Here is an agile list of the areas considered most important for good assistance in perinatal bereavement and adverse perinatal events, accompanied by small explanatory explanations (one for each macro-area, there are many others that you can deepen in our available text for free on Amazon from tomorrow morning):

  • Respect for the couple and the child : it is true, there is the Coronavirus emergency, but for that specific woman we are witnessing the loss of her 15-week-old baby is something far greater and more traumatic. Respect is needed for the experience of others. All time.
  • Communication and information: it is true, there are very strict rules due to the epidemic, and it is necessary to respect them but it is also necessary to keep in mind that during a perinatal trauma it is essential to communicate with the couple. Nothing prevents us from activating video calls in order to involve the partner or family member waiting outside in communications and information.
  • Management of the most appropriate delivery methods and accompaniment to delivery: one-to-one assistance can make the difference in this dystopian moment. The higher the level of distress and pain, the more comforting is the continuous stay of a specific trusted person. In all this chaos, having a non-traumatic memory of your birth promotes not only grief processing but resilience.
  • Hospitalization – Hospital stay: a Long hospitalization means more loneliness and more prohibitions to enforce: it is difficult, it is alienating, but maintaining a little human contact and cultivating a minimal helping relationship with patients offers them the opportunity to feel part of a group of people united to face an emergency, together, and not a trivial occupied bed.
  • Creating memories: funerals and all gatherings of people are prohibited at this time. The cemeteries are closed. This means that families affected by perinatal bereavement, for which the funeral rite is often the only and last moment of closeness and greeting of the child, will be deprived of this opportunity for some time. Deprived of the last farewell. It is obvious that in the absence of this opportunity, the collection of memories after childbirth assumes a role of primary importance, and it must be done in the best possible way.

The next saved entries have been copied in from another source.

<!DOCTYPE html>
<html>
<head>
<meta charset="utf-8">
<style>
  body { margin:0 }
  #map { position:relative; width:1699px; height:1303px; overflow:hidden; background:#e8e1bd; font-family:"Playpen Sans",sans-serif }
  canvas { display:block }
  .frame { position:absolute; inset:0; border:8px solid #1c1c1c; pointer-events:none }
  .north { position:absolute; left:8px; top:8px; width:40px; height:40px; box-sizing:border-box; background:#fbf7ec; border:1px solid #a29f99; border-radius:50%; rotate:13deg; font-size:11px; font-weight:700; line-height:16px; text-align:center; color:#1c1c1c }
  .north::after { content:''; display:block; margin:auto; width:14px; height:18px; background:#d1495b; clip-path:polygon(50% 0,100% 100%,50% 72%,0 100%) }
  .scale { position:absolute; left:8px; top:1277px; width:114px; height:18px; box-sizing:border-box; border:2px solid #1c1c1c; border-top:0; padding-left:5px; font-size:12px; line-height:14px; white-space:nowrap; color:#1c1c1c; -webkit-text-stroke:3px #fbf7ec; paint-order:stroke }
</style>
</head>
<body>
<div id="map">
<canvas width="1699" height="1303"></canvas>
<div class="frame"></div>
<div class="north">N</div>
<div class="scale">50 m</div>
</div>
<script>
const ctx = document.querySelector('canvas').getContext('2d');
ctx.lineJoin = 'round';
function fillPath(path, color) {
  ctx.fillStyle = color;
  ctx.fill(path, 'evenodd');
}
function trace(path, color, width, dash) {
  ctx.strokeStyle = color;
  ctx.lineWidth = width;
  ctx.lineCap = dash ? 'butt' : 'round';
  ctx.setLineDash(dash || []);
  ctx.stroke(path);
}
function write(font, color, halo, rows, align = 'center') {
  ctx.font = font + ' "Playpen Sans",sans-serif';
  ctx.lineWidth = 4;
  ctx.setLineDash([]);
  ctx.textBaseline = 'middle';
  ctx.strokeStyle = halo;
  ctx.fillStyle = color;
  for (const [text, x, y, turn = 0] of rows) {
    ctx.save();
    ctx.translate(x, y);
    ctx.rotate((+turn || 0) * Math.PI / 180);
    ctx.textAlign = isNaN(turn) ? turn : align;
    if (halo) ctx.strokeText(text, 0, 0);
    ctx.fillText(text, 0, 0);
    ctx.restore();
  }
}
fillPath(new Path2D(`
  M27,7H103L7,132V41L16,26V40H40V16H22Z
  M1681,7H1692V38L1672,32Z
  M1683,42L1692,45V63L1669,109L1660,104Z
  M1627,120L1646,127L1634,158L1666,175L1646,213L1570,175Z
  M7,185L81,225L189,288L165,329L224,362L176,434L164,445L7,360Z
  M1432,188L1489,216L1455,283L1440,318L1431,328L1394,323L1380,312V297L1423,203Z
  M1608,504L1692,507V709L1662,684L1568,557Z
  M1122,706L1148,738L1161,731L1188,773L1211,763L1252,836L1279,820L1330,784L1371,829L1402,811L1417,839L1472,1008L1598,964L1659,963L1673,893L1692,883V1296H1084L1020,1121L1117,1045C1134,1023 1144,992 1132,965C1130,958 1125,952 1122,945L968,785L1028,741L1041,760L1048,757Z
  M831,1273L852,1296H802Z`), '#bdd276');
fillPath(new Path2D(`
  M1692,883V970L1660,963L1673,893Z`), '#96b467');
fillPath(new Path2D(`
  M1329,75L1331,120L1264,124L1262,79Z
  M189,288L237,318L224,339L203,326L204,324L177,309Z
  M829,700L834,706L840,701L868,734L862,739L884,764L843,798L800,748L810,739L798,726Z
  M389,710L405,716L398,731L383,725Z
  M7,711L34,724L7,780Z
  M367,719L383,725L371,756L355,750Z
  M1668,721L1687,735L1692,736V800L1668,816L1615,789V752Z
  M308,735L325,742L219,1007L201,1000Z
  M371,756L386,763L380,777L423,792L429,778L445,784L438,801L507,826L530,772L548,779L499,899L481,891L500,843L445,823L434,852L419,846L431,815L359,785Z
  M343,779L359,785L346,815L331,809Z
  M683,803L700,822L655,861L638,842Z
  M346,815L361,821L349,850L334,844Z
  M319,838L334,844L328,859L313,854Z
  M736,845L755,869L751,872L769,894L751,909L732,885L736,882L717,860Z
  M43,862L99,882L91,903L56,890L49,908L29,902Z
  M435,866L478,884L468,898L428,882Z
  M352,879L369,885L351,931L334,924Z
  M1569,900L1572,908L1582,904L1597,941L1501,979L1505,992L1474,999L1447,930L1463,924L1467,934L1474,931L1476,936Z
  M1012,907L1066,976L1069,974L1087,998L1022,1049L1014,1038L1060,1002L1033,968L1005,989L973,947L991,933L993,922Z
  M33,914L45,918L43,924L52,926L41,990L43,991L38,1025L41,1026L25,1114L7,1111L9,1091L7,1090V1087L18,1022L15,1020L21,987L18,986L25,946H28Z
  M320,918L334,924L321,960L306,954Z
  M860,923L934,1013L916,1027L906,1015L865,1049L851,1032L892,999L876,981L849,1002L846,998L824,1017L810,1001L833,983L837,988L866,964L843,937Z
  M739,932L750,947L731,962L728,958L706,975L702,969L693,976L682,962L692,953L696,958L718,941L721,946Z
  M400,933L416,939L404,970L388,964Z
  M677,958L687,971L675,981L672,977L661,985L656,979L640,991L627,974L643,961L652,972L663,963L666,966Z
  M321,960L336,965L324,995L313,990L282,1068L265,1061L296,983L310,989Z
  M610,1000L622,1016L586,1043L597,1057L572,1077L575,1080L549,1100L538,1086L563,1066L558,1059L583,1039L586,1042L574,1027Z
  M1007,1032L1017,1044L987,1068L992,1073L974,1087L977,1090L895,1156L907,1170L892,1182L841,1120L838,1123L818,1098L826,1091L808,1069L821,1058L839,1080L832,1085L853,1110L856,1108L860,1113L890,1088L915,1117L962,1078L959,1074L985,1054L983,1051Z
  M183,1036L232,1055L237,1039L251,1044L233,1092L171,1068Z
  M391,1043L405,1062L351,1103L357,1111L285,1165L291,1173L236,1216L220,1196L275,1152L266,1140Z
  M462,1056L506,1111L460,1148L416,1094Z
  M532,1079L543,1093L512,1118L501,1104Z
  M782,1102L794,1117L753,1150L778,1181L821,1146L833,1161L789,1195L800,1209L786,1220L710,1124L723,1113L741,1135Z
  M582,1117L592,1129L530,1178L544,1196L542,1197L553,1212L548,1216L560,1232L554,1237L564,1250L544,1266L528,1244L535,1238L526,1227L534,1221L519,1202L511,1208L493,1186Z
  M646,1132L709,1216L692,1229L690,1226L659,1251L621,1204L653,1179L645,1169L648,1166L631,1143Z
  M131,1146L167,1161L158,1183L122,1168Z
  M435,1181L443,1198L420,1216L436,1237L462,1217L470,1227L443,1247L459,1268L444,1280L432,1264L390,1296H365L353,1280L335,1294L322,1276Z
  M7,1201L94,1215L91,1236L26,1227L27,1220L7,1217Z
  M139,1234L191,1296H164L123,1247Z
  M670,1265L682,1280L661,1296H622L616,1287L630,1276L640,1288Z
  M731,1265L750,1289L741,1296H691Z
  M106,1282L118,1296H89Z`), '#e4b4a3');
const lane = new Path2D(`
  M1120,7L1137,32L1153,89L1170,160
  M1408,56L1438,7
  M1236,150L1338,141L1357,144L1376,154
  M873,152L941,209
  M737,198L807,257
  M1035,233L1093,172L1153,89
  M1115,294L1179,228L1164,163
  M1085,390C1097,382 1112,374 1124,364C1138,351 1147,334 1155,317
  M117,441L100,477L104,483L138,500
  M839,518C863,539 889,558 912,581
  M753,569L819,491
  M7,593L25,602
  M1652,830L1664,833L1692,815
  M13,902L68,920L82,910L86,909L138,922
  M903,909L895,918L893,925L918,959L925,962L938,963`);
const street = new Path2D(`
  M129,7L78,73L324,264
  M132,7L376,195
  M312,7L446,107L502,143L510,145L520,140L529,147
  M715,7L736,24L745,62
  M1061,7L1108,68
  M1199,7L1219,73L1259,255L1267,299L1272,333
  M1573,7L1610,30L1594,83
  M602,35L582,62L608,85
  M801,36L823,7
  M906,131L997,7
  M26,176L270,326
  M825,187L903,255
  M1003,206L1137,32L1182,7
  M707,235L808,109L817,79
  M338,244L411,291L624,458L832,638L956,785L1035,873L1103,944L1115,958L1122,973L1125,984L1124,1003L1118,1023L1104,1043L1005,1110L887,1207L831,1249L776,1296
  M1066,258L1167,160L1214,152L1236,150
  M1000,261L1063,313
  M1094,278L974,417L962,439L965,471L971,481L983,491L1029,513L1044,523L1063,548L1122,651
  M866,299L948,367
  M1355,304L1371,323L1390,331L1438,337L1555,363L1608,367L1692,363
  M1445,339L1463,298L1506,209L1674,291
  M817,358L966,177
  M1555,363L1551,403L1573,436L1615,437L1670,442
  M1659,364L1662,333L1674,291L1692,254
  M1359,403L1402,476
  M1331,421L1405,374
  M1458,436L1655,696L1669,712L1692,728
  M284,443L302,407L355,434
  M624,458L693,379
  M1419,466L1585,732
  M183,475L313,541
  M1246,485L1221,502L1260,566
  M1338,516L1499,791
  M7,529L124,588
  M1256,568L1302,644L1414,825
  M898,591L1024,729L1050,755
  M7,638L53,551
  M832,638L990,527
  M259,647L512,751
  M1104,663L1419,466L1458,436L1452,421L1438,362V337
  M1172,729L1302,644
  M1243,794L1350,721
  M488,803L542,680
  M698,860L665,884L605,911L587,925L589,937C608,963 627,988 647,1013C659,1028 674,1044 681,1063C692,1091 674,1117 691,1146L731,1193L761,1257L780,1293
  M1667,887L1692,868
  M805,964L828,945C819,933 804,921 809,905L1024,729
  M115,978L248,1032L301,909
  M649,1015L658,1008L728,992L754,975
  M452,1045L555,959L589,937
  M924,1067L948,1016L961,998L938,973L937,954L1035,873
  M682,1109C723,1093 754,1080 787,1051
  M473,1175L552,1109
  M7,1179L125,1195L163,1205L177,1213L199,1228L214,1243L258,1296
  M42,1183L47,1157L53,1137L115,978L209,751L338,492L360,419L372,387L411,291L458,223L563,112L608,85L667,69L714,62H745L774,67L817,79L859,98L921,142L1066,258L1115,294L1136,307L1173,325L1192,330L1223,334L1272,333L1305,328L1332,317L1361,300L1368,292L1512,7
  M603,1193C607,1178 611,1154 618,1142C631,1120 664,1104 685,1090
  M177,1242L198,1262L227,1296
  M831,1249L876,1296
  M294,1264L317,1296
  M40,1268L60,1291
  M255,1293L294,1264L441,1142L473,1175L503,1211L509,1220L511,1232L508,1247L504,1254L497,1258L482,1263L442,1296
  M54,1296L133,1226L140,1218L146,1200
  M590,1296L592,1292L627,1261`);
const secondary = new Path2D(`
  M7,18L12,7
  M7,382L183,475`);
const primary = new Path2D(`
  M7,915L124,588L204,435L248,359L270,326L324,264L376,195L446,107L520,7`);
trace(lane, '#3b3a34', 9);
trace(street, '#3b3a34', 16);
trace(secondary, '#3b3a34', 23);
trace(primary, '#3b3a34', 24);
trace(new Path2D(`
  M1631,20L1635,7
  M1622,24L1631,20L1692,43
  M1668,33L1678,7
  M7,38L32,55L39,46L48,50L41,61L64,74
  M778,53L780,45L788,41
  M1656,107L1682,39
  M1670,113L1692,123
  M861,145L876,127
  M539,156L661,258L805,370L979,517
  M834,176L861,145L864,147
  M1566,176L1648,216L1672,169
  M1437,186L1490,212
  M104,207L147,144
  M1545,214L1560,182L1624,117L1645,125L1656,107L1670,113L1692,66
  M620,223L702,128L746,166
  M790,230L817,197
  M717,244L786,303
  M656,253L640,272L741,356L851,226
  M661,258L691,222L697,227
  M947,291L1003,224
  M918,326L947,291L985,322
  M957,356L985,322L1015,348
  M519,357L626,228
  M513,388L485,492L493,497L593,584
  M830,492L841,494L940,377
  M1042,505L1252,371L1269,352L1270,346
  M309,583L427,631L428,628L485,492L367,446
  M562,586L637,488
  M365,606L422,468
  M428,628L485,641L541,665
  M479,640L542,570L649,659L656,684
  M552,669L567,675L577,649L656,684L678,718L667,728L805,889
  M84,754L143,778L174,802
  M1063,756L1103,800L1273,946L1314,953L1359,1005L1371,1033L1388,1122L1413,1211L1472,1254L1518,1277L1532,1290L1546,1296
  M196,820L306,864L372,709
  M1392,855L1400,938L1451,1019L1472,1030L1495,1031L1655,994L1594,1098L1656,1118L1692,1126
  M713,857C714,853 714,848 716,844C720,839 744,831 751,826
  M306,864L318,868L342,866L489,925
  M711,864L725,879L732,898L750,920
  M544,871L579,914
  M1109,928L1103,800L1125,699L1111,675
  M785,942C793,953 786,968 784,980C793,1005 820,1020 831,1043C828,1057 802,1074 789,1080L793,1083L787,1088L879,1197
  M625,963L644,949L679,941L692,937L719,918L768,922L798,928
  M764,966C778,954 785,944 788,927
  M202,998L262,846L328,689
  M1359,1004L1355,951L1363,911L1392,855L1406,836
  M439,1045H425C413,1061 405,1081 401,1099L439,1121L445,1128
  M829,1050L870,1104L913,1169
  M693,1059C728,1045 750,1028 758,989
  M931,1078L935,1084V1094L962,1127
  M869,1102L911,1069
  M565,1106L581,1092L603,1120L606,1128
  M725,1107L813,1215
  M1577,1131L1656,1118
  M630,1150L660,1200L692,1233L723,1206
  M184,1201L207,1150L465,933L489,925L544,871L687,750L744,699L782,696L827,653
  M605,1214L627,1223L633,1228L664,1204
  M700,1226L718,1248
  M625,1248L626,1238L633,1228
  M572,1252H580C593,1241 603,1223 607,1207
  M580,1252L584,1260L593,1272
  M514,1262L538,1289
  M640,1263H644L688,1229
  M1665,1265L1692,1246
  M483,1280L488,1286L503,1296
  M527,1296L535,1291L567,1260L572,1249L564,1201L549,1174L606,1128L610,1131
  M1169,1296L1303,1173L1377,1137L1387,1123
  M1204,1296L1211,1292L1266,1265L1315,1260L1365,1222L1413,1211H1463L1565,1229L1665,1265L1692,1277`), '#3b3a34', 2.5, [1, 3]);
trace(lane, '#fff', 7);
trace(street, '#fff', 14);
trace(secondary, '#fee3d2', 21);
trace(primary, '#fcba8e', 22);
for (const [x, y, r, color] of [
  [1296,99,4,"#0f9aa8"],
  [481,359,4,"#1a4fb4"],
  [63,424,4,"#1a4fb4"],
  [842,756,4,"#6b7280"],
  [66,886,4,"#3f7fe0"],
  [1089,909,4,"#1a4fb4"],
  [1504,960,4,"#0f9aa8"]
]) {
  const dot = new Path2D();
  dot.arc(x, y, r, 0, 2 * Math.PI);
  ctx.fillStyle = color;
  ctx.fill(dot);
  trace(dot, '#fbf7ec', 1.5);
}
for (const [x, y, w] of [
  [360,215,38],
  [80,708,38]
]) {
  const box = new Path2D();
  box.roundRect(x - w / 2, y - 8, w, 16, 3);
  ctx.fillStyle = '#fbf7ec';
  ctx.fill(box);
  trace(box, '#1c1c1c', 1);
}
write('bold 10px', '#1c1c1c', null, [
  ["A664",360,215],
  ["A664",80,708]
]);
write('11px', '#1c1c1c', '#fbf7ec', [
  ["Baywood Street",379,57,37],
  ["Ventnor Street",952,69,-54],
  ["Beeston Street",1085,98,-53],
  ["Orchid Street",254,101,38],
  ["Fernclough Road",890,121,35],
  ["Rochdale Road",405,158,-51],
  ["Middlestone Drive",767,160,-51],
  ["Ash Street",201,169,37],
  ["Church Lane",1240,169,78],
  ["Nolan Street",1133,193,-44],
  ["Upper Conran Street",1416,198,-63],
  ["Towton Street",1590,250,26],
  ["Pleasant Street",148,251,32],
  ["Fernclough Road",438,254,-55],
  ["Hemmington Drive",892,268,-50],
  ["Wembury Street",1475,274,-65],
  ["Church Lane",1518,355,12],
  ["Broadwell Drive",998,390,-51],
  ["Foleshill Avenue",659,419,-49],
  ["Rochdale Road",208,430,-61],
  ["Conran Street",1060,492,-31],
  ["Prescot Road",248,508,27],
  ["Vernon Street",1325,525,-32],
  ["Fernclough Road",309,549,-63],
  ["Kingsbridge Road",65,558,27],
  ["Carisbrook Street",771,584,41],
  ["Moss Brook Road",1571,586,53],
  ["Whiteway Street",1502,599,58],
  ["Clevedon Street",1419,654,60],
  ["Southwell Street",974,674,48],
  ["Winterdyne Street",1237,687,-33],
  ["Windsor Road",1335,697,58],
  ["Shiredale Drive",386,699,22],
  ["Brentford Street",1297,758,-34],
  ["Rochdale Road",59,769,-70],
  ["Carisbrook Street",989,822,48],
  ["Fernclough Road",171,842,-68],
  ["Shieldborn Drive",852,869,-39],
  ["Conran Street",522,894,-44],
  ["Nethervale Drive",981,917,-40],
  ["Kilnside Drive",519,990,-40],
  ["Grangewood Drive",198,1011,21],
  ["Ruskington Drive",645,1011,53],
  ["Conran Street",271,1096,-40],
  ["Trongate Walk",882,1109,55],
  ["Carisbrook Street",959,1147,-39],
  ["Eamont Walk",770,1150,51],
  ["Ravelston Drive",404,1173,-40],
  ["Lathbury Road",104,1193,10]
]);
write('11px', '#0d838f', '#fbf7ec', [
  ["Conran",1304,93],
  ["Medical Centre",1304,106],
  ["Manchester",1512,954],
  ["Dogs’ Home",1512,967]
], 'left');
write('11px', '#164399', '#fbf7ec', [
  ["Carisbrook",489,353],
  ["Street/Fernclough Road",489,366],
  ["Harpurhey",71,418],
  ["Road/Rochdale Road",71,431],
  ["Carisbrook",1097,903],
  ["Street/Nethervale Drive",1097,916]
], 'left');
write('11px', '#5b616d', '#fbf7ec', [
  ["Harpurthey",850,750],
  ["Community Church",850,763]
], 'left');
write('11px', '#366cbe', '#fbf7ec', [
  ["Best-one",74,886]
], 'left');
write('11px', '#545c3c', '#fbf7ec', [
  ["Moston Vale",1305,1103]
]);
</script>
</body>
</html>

  • Assistance after discharge: at this time it is not possible to schedule check-ups and meetings unless strictly necessary. It therefore becomes essential to be discharged from the hospital with all the written information on the puerperium and its physiological course and on the psychological aspects of perinatal bereavement; it becomes essential to have a telephone number of the ward where you have been hospitalized to call in case of requests and clarifications. It can be very important, as already happens in some hospitals that collaborate with us, to have a well-identified path so that the woman is never left alone but knows that she is included in a clear and organized program.

We at CiaoLapo also do our part, making our books available for parents free of charge here on our website in the documents area and our book for operators on Amazon.